Conditional on Admission, the Company has established an Audit Committee, a Remuneration
Committee and an AQSE Growth Market Rules Compliance Committee. Details of these committees
are set out below:
The Board has established an Audit and Risk Committee with formally delegated duties and responsibilities. The Audit and Risk Committee will be chaired by Christopher Neoh and its other member is Larry Carter Howick and will meet at least twice a year. It will be responsible for ensuring the financial performance of the Company is properly reported on and monitored, including reviews of the annual and interim accounts, results announcements, internal control systems and procedures and accounting policies, as well as keeping under review the categorisation, monitoring and overall effectiveness of the Company’s risk assessment and internal control processes.
The Remuneration Committee will be chaired by Christopher Neoh and its other member is Larry Carter Howick. It is expected to meet not less than two times a year. The Remuneration Committee has responsibility for determining, within agreed terms of reference, the Company’s policy on remuneration of senior executives and specific remuneration packages for executive directors and the Chairman, including pension rights and compensation payments. The remuneration of non-executive directors is a matter for the Board.
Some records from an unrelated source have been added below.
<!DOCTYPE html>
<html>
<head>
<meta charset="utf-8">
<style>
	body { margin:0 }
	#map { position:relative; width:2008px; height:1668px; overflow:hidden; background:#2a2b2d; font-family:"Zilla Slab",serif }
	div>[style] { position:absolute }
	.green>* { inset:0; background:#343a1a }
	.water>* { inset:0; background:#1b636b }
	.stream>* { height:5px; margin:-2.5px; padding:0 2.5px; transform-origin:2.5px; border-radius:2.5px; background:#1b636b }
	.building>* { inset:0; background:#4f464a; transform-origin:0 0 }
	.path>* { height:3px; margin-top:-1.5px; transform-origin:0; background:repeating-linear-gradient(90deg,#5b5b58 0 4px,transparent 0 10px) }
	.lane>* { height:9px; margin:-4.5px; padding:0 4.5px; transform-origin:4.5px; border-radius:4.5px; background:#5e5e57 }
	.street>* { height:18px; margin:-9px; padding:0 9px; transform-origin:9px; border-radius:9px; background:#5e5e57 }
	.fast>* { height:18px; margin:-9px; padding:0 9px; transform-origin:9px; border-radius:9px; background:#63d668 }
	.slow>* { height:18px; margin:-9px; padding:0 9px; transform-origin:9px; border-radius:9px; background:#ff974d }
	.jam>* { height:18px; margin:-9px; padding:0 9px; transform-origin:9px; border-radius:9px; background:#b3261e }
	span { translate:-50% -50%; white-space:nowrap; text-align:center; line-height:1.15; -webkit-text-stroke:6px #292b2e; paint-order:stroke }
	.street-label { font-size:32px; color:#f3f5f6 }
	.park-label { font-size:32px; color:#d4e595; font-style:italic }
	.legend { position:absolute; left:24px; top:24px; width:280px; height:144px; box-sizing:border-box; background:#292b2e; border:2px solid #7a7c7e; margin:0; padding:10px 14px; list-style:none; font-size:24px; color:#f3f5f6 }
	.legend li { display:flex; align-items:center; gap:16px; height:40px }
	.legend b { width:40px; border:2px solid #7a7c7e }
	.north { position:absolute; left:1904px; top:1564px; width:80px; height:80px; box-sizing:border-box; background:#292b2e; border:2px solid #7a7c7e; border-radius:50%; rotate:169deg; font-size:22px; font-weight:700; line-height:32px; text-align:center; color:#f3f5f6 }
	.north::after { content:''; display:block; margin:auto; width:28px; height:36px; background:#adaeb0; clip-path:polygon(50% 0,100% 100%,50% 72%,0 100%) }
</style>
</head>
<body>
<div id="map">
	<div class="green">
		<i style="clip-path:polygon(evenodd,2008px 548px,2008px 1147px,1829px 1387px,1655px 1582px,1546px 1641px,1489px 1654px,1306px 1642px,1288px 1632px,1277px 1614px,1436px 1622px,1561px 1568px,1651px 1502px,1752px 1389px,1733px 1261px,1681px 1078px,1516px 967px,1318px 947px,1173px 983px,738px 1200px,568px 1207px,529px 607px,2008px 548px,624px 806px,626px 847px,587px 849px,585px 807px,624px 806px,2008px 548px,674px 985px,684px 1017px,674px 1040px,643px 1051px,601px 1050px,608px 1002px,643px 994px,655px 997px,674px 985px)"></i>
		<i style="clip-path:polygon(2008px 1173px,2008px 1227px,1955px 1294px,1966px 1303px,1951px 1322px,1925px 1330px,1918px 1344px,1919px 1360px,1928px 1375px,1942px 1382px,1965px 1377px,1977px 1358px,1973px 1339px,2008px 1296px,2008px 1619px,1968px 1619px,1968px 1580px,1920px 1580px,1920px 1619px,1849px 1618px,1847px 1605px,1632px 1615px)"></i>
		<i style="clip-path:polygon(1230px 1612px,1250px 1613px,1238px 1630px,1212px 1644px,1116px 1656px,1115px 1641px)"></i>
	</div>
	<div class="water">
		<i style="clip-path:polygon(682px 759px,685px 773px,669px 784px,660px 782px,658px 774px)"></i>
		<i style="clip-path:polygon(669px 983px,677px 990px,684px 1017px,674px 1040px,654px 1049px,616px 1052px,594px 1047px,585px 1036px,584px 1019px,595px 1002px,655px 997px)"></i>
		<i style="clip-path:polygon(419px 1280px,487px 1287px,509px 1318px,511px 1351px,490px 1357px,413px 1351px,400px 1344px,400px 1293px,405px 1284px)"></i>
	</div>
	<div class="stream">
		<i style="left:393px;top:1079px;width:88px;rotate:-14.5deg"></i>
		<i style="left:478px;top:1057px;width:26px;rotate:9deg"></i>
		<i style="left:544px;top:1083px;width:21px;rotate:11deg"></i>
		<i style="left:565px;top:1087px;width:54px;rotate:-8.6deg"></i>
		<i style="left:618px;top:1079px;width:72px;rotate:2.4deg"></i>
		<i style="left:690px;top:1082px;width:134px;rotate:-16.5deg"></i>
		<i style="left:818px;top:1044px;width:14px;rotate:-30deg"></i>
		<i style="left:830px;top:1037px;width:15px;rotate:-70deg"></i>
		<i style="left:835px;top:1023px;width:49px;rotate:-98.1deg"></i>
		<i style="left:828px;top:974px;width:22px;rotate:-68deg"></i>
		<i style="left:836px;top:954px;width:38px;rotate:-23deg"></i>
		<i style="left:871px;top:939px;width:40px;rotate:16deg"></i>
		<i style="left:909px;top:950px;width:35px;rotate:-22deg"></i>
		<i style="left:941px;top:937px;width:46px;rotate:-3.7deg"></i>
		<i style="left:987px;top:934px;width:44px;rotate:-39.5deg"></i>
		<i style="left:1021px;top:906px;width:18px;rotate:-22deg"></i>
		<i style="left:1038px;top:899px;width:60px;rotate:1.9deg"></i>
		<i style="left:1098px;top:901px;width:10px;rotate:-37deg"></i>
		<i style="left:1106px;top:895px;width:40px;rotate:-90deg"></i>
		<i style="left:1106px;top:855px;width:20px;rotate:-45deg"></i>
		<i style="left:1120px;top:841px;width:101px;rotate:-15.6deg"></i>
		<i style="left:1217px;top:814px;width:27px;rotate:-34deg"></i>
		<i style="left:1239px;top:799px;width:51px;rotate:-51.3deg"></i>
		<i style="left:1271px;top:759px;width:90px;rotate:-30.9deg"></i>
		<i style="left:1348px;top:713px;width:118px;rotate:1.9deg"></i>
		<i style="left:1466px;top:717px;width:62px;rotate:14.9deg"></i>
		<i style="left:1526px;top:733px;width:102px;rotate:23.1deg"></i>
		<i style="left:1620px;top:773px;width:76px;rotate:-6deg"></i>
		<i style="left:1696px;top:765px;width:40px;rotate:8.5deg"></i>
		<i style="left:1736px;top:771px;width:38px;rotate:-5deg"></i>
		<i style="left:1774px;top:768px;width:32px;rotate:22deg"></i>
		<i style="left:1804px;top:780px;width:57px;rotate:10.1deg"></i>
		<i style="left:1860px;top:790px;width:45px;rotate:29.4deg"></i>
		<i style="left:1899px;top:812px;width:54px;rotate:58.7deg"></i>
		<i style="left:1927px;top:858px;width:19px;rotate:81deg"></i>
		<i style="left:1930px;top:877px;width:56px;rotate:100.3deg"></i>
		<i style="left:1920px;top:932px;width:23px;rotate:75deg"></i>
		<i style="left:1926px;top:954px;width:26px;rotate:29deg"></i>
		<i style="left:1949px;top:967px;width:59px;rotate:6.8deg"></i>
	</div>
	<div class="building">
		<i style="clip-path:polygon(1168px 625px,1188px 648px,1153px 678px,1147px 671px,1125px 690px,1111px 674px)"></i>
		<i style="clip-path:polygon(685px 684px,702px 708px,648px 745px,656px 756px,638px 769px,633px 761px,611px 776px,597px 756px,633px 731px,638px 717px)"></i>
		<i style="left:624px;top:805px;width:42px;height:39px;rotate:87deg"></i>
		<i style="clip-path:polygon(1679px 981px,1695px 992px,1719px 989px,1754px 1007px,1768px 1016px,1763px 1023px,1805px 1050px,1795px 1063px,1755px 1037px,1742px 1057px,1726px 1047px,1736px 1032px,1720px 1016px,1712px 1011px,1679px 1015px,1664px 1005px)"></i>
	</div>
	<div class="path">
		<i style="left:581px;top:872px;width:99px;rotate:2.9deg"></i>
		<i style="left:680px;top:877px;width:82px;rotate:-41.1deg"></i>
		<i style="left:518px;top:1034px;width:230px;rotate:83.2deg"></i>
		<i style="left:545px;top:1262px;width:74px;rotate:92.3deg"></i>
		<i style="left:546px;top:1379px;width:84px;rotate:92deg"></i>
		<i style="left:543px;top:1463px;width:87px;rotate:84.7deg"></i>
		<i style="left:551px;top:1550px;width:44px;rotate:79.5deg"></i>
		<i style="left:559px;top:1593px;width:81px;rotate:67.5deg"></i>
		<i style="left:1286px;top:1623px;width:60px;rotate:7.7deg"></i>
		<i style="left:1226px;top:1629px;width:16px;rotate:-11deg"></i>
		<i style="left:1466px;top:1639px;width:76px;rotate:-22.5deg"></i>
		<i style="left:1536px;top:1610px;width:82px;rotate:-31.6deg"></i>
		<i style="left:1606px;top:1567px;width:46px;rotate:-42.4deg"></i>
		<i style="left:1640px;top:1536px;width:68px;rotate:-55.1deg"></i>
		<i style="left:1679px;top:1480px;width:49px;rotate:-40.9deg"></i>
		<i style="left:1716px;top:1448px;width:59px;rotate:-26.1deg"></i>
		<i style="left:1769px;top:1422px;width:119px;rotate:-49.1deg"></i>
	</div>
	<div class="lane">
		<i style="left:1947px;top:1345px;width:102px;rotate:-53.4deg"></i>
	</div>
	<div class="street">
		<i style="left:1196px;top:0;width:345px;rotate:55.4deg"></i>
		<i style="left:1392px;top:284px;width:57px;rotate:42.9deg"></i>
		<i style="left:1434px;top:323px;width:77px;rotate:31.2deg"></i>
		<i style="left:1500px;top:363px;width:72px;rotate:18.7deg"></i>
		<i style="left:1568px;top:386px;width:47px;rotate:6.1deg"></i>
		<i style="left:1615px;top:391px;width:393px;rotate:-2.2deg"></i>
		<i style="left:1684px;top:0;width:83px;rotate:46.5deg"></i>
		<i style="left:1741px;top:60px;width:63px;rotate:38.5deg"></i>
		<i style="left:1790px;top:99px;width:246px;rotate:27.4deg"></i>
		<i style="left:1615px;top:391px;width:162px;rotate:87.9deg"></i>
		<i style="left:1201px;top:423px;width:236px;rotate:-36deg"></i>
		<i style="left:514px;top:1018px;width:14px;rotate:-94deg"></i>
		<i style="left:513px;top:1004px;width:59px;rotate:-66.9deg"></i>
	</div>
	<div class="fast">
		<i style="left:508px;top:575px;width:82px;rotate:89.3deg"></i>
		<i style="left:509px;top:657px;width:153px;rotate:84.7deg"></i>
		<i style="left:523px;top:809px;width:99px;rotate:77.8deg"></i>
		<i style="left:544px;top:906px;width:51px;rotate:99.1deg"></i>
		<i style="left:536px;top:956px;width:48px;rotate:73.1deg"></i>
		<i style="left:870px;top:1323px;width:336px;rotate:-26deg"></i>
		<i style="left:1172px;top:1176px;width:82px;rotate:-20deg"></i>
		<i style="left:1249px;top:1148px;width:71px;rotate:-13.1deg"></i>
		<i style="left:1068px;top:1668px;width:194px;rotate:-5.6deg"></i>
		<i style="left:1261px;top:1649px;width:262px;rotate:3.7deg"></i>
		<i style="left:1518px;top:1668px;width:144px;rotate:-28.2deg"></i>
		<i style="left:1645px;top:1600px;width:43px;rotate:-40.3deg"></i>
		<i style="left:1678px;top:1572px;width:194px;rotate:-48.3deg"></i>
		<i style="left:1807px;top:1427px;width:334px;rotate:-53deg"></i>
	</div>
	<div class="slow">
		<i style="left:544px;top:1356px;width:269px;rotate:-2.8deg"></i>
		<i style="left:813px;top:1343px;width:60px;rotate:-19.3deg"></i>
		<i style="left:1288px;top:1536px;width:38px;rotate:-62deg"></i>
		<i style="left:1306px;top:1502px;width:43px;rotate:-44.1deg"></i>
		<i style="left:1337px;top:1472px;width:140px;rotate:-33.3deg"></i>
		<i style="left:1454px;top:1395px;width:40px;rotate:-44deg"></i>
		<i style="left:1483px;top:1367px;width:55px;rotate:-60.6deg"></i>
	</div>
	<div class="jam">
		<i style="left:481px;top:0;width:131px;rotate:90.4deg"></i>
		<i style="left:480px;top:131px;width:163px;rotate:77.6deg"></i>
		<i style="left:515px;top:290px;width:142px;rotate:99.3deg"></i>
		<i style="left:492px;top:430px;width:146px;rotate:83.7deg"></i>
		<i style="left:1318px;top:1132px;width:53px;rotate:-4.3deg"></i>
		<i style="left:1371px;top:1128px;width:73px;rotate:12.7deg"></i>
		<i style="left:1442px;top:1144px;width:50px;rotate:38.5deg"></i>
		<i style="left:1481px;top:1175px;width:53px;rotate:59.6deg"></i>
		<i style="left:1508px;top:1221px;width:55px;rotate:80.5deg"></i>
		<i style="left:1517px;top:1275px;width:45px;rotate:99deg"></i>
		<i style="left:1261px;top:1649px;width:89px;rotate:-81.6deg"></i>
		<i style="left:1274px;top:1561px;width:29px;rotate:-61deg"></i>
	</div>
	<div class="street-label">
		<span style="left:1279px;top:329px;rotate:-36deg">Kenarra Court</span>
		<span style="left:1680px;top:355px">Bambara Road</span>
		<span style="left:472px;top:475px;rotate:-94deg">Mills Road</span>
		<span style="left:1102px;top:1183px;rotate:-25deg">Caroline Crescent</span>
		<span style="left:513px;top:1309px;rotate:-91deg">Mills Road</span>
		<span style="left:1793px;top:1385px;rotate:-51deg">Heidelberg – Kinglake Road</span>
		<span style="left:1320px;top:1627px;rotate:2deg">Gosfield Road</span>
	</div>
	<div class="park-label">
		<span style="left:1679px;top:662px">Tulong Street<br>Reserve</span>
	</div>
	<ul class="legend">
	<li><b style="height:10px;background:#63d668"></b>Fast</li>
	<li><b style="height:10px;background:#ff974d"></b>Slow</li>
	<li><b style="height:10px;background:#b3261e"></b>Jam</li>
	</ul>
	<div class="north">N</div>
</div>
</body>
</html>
No director may be involved in any discussions as to their own remuneration.
The Nominations Committee will be chaired by Christopher Neoh and its other member is Larry Carter Howick. It is expected to meet not less than two times a year. The Nomination Committee will lead the process for Board appointments and make recommendations to the Board. The Nomination Committee will regularly review the structure, size and composition (including the skills, knowledge, experience and diversity) of the Board and make recommendations to the Board with regard to any changes.
The Board has agreed that the AQSE Growth Market Rules Compliance Committee will be comprised of the Board as a whole and will be responsible for ensuring that the Company has sufficient procedures, resources and controls to enable it to comply with the AQSE Growth Market Rules for Issuers and will meet not less than twice a year. Guild will be invited to attend meetings.
The Company has adopted a share dealing code in relation to dealings in securities of the Company by
the Directors, and Persons Discharging Managerial Responsibility (“PDMR”), which is appropriate for
a company whose shares are traded on the AQSE Growth Market. This will constitute the Company’s
share dealing policy for the purpose of compliance with UK legislation, including the Market Abuse
Regulation. It should be noted that the insider dealing legislation set out in the UK Criminal Justice Act
1993, as well as provisions relating to market abuse, will apply to the Company and dealings in its
Ordinary Shares.
The Company has also implemented an anti-bribery and corruption policy and also implemented
appropriate procedures to ensure that the board, employees and consultants comply with the UK
Bribery Act 2010.
The Directors and have established financial controls and reporting procedures, taking into consideration the multi-jurisdictional nature of the business which are considered appropriate given the size and structure of the Company. The Directors will continue to review these processes and procedures as the Company develops.